For classification FASTAs (all except `unknown.fa`), each record uses:

```text
> referencePeptide | TranscriptID | nucleotide coordinate on transcript | uORF/intORF/dORF/lncRNA/CDS
queryPeptide
```

- **referencePeptide**: matched reference peptide sequence (substring from the reference proteome/ORF; same length as the query)
- **TranscriptID**: transcript identifier (for alternative ORFs, this is the underlying transcript)
- **nucleotide coordinate on transcript**: 1‑based transcript coordinate of the peptide start codon (frame‑aware for alternative ORFs)
- **uORF/intORF/dORF/lncRNA/CDS**:
  - `CDS` for canonical proteome / alternative splicing / neoantigen hits
  - `uORF`, `intORF`, `dORF`, `lncRNA` for alternative ORF hits

Example:

```text
> GILGFVFTL | ENST00000335137.4 | 1234 | CDS
GILGFVFTL
```

`unknown.fa` uses the original peptide IDs and sequences without additional fields.

### `pieChart.tsv`

A tab‑separated summary file with one line per category:

```text
Category    Count
canonical   123
alternativeSplicing 45
neoantigen  7
alternativeReadingFrame 32
aminoAcidMismatch 10
unknown     83
```

### `pieChart.pdf`

A pie chart illustrating the fraction of peptides in each category is saved as `pieChart.pdf`.

---

## Database reuse and performance tips

- **Reuse databases**  
  Use `--database-path` to reuse a database directory containing the required FASTA files.
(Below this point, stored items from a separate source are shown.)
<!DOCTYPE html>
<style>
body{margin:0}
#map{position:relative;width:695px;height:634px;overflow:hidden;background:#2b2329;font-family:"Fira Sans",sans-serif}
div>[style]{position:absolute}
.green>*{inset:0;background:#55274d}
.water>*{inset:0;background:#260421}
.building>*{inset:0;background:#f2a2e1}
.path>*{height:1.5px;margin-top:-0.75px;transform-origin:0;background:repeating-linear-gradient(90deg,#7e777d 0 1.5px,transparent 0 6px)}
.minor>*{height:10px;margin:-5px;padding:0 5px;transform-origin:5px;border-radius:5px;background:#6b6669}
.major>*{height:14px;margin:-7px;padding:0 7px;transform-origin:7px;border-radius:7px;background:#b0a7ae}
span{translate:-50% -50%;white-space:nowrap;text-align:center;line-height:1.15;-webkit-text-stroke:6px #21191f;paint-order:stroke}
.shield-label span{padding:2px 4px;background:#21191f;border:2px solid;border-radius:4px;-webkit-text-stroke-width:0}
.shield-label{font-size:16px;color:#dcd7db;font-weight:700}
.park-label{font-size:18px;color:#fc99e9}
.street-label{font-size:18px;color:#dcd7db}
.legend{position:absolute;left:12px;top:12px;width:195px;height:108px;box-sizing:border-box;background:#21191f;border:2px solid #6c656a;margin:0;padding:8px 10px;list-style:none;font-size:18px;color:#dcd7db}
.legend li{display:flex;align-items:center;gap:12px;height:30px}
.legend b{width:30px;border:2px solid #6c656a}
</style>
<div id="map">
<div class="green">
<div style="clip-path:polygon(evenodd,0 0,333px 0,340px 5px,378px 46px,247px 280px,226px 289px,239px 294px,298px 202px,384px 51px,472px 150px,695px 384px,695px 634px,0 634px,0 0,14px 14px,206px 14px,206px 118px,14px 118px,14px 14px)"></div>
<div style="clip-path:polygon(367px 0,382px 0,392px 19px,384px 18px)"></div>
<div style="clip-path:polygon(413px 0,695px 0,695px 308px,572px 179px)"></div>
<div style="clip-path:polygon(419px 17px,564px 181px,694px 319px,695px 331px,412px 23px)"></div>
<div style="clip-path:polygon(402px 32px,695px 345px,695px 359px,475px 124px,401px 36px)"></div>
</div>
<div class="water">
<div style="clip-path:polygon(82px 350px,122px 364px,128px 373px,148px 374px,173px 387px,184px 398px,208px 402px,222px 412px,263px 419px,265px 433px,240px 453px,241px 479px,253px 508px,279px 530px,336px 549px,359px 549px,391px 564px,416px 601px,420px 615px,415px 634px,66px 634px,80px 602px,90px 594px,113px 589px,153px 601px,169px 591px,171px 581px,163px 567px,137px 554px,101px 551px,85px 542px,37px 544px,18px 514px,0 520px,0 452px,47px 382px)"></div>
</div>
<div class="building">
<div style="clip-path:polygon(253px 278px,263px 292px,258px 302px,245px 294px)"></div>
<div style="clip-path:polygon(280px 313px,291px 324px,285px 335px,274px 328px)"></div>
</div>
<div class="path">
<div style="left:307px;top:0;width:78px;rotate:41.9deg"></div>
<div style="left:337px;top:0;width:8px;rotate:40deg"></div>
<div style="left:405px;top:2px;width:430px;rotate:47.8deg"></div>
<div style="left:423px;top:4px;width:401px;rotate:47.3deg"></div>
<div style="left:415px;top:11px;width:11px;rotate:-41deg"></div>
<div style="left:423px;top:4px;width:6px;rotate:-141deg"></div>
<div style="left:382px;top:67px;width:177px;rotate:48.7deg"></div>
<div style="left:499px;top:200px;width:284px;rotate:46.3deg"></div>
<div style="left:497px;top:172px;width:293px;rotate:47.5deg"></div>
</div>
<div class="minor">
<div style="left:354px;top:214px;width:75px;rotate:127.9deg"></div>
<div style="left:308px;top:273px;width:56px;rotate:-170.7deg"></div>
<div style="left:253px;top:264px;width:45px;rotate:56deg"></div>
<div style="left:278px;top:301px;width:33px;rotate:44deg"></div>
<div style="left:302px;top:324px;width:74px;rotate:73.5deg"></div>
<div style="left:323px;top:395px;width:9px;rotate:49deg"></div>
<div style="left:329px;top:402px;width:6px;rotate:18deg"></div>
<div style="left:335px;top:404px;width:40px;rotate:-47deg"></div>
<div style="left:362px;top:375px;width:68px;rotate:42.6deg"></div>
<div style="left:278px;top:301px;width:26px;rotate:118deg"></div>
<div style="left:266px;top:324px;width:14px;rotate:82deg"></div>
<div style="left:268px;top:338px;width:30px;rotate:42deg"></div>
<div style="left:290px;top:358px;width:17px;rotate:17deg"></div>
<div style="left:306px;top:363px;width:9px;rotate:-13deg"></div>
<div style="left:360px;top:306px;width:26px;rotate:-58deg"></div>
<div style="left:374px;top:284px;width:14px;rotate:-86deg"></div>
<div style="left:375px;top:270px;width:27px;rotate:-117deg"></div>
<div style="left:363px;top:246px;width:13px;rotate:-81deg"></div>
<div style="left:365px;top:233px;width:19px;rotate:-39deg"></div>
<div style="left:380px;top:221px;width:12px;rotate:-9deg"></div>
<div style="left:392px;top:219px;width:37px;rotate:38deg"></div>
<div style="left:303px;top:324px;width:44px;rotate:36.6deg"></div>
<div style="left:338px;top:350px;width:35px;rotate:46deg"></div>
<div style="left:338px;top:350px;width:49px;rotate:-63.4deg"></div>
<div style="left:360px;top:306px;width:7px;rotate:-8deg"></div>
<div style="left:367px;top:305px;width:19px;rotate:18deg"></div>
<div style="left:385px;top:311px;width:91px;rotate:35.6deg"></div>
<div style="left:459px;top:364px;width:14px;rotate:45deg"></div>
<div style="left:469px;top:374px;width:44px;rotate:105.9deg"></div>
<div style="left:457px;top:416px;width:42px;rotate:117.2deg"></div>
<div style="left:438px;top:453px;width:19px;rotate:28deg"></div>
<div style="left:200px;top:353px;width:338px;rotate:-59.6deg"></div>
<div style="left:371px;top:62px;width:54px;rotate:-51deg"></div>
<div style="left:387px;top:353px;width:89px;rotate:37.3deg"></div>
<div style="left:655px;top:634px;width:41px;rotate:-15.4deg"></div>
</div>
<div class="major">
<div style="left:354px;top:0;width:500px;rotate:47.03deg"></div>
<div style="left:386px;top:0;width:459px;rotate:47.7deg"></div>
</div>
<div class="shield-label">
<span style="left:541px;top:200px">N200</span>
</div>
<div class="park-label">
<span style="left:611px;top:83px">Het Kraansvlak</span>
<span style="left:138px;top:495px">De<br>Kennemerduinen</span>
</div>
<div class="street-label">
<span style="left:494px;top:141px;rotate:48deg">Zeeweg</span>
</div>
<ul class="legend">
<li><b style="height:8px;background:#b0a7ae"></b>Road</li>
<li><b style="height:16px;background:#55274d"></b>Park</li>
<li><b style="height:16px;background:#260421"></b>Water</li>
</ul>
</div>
- **Persistent fast indices**  
  DarkProfiler builds on‑disk indices (`*.idx/`) for fast peptide lookup with Hamming distance ≤ 2 using a pigeonhole (seed‑and‑verify) strategy.
  When an index directory exists, it is reused automatically.

- **Multi‑threading**  
  Increase `--num-threads` to speed up peptide search / verification on multi‑core machines.

---

## Troubleshooting

**Unsupported reference**

- The reference must be one of `hg19`, `hg38`, `mm10`, `mm39`.

**Missing genome files**

- Run `darkprofiler download <reference>` in the same environment.

**Large runtime**

- Increase `--num-threads`.
- Use `-k/--hamming 0` for exact matching only when appropriate.
- Reuse databases and indices between runs.

---

## License

DarkProfiler is released under the **MIT License**.

---

## Citation

If you use DarkProfiler in a scientific publication, please cite it as:

(Updated citation information will be provided once an associated preprint or manuscript is available.)